At-least-once vs exactly-once webhook delivery trade-offs
Every webhook platform must pick a delivery semantic, and the choice cascades into retry design, consumer complexity, and operational cost. This comparison builds on message ordering guarantees and sits alongside implementing strict ordering for financial webhooks, which shows ordering on top of these semantics. For the full taxonomy of guarantees a platform can offer, see the cross-cutting treatment in delivery guarantee levels.
The short version: true exactly-once delivery over an unreliable network is impossible, because the sender can never be certain whether a lost acknowledgement means the receiver got the message or not. What real systems ship is at-least-once delivery plus idempotent consumers, which together produce an effect that is observed exactly once. Understanding why is the difference between chasing an unattainable guarantee and building one that works.
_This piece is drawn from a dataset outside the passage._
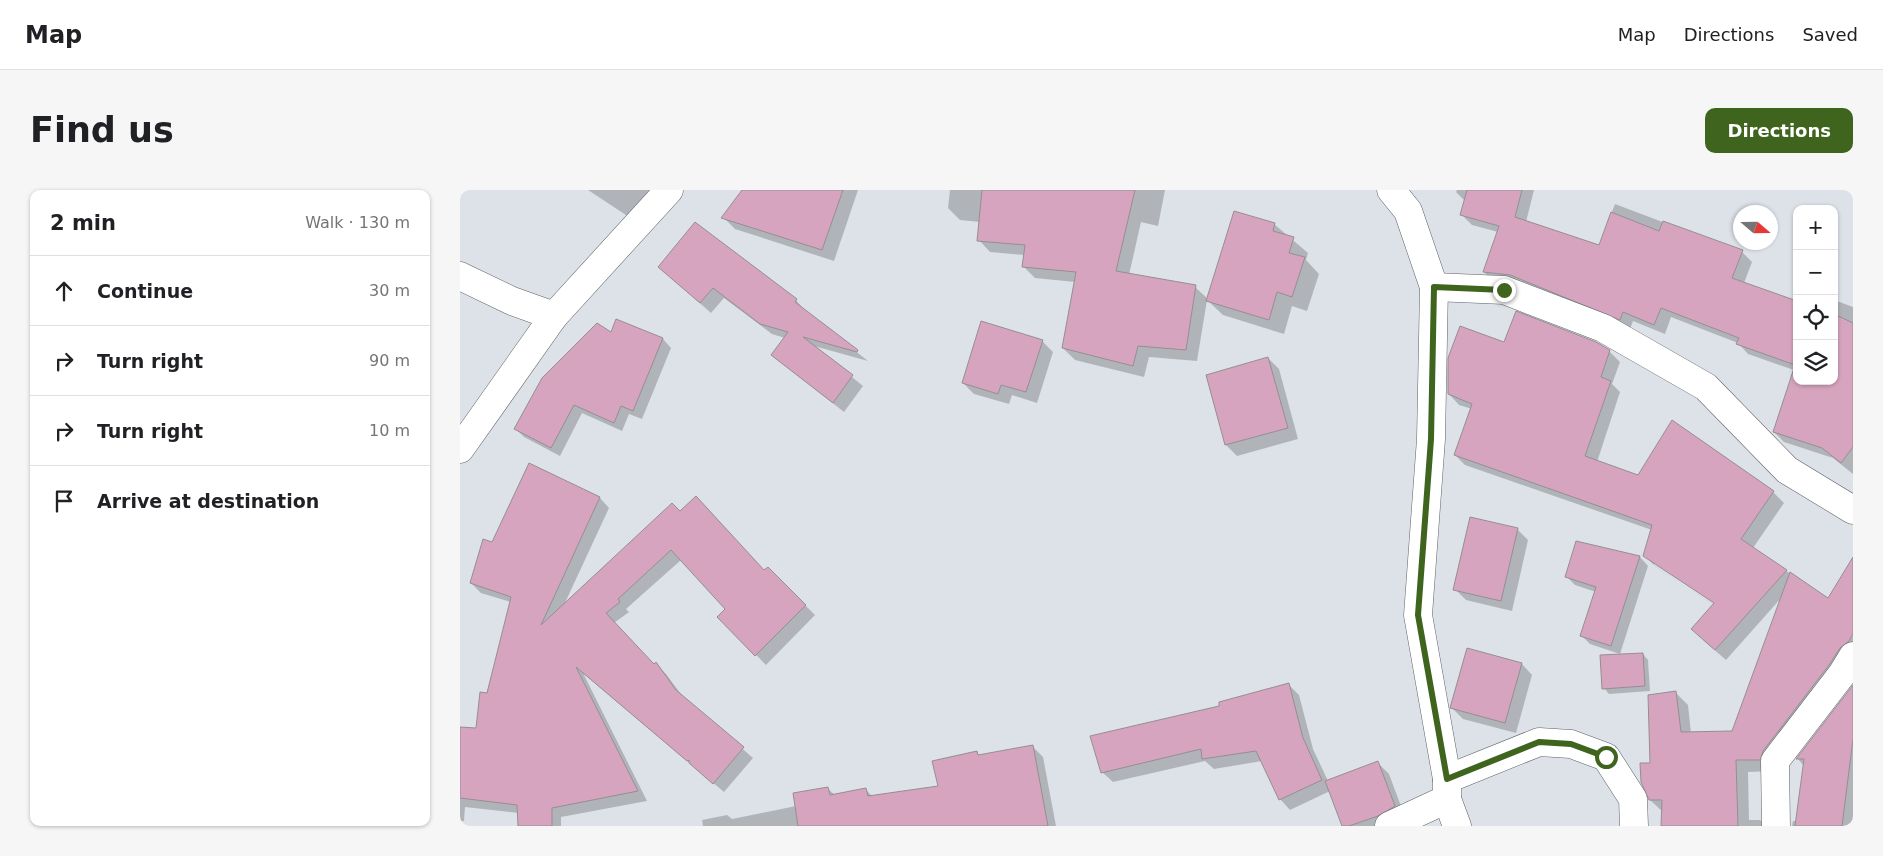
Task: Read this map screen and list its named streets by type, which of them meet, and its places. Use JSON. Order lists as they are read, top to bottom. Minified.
{"north":"right","page":{"header":"Map","nav":["Map","Directions","Saved"],"buttons":"Directions","title":"Find us","heading":["2 min","Walk · 130 m"],"map_buttons":["+","−"],"list":[["Continue","30 m"],["Turn right","90 m"],["Turn right","10 m"],"Arrive at destination"]}}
What at-least-once delivery guarantees
At-least-once means the sender keeps retrying until it receives an acknowledgement, so the consumer is guaranteed to see every event — but possibly more than once. It is the default for essentially every commercial webhook provider because it is the only semantic that survives network partitions without dropping events. The sender’s contract is simple: store the event, deliver, and on any timeout or non-2xx response, retry with backoff.
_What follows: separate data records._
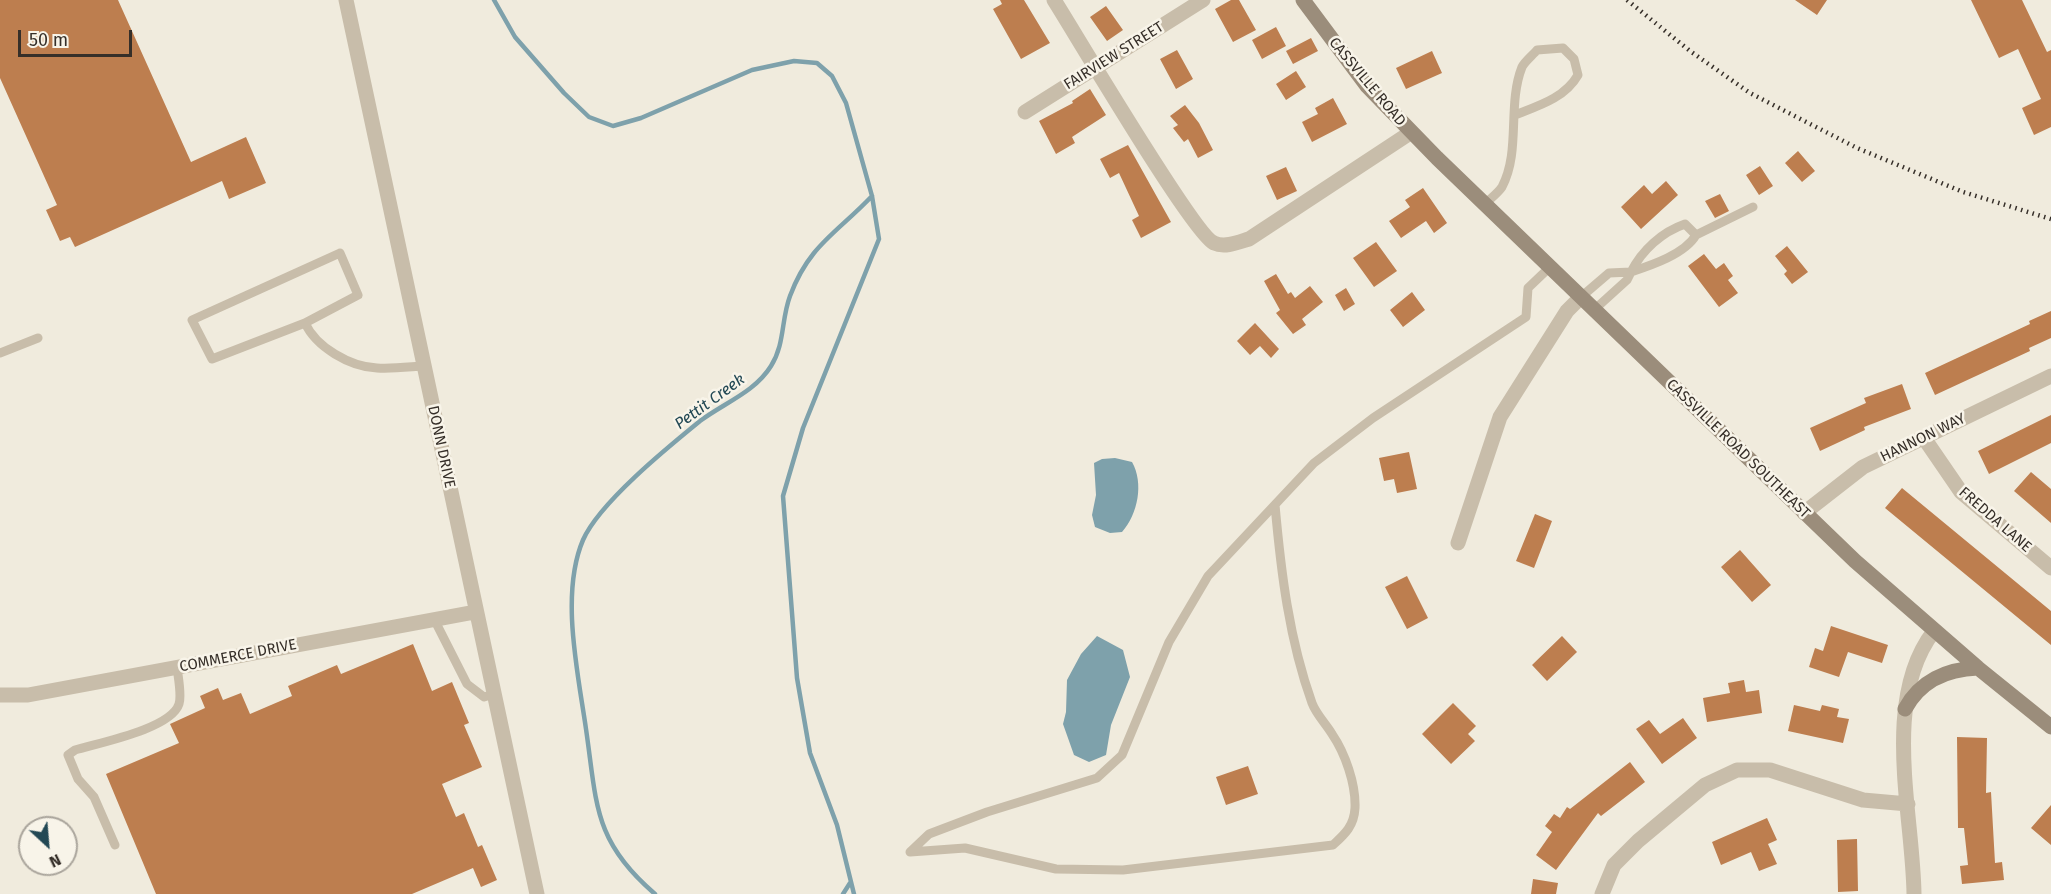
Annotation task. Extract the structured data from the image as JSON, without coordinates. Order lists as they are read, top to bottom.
{
  "streets": {
    "main road": ["CASSVILLE ROAD", "CASSVILLE ROAD SOUTHEAST"],
    "street": [
      "FAIRVIEW STREET",
      "HANNON WAY",
      "DONN DRIVE",
      "FREDDA LANE",
      "COMMERCE DRIVE"
    ]
  },
  "crossings": [
    ["CASSVILLE ROAD", "CASSVILLE ROAD SOUTHEAST"],
    ["HANNON WAY", "CASSVILLE ROAD SOUTHEAST"],
    ["HANNON WAY", "FREDDA LANE"],
    ["DONN DRIVE", "COMMERCE DRIVE"]
  ],
  "water": ["Pettit Creek"],
  "scale_bar": "50 m",
  "north": "bottom right"
}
The burden moves to the consumer, which must tolerate duplicates. That is the whole reason idempotency matters in webhooks; with an idempotent consumer, at-least-once delivery yields effectively-once processing.
Why exactly-once delivery is unattainable
Exactly-once delivery would require the sender to know, with certainty, that the consumer received and durably stored each event — exactly once, never zero, never twice. The problem is the two generals: after the consumer processes an event it sends an ack, but if that ack is lost the sender cannot tell the difference between “consumer never got it” and “consumer got it, ack vanished.” Its only safe move is to retry, which produces a duplicate. No additional acknowledgement round solves this; the last message in any finite exchange can always be the one that’s lost.
So exactly-once is achievable only as exactly-once processing — the effect happens once even though the message may arrive several times. That is delivered by at-least-once transport plus a consumer that discards duplicates.
At-most-once for contrast
At-most-once delivery fires each event once and never retries: zero duplicates, but events are silently lost on any failure. It suits pure telemetry or best-effort notifications where a missed event costs nothing. It is the wrong choice for anything stateful, which is why it rarely appears in webhook platforms beyond fire-and-forget pings.
Comparison
| Dimension | At-most-once | At-least-once | Exactly-once (effective) |
|---|---|---|---|
| Duplicates | Never | Possible | Suppressed by consumer |
| Lost events | Possible | Never (with retries) | Never |
| Sender complexity | Trivial (fire and forget) | Retry + backoff + DLQ | Same as at-least-once |
| Consumer complexity | None | Must tolerate duplicates | Must be idempotent + store keys |
| Network-partition behavior | Drops events | Survives, retries later | Survives, retries later |
| Realistic to implement | Yes | Yes | Only as effectively-once |
| Typical fit | Telemetry, pings | The default for webhooks | Money movement, account state |
Choosing for a workload
Default to at-least-once delivery with an idempotent consumer for almost every webhook integration. It is the only combination that neither drops events nor double-applies them, and it degrades gracefully under partitions. Add a durable idempotency key when the side effect is irreversible, and back retries with exponential backoff and a dead-letter queue so a permanently failing consumer does not stall the pipeline.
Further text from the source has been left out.